(Records provided Opens)

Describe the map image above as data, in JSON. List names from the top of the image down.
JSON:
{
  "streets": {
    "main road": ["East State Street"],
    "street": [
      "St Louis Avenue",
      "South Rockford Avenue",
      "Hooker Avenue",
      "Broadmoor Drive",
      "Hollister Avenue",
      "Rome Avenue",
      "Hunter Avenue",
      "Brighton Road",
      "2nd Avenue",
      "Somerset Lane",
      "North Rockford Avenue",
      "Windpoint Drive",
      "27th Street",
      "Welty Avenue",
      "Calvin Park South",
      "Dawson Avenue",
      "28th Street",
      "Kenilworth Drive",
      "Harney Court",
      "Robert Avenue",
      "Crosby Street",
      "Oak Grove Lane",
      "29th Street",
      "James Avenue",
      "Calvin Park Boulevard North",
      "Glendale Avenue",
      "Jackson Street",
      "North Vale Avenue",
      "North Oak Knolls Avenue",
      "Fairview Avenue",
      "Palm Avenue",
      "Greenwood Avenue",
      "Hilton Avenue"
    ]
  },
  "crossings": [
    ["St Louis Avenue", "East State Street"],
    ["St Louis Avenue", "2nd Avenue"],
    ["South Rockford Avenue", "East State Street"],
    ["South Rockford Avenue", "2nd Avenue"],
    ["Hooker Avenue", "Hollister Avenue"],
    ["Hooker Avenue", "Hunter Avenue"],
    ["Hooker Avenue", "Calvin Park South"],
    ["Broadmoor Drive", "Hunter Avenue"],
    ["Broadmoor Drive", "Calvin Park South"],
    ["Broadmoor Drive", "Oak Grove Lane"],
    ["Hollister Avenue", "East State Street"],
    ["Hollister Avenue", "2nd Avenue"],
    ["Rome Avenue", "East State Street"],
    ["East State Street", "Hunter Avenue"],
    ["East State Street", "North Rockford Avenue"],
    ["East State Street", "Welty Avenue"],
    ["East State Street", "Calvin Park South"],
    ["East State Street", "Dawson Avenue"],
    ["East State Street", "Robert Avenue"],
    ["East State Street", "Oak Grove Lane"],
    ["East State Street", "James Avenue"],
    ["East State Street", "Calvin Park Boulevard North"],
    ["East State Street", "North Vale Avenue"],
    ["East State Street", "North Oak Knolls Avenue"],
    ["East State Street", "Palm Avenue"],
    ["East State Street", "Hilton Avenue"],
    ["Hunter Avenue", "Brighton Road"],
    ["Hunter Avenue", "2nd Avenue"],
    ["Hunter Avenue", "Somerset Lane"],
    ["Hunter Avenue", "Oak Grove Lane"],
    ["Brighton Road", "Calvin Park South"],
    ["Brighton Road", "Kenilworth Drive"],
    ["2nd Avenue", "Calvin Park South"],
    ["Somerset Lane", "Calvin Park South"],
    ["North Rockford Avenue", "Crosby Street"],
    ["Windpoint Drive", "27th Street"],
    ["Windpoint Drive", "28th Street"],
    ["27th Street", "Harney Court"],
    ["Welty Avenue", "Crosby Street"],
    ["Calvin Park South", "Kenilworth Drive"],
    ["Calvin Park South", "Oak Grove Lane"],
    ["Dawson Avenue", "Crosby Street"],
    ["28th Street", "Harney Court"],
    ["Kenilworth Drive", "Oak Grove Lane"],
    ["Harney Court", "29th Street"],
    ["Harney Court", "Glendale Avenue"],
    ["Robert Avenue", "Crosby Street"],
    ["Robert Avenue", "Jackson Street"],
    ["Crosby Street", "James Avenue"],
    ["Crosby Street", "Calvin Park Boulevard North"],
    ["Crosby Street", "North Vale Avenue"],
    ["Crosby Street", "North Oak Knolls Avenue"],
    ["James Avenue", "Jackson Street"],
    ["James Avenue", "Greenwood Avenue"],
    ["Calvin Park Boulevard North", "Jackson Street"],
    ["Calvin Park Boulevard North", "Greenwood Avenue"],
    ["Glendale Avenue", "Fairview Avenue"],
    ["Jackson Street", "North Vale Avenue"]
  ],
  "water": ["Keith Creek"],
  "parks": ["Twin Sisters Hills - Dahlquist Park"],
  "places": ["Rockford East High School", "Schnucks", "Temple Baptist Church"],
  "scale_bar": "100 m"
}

(Records provided Closes)

Take from the listing every line in which the word "Louis" appears.

      "St Louis Avenue",
    ["St Louis Avenue", "East State Street"],
    ["St Louis Avenue", "2nd Avenue"],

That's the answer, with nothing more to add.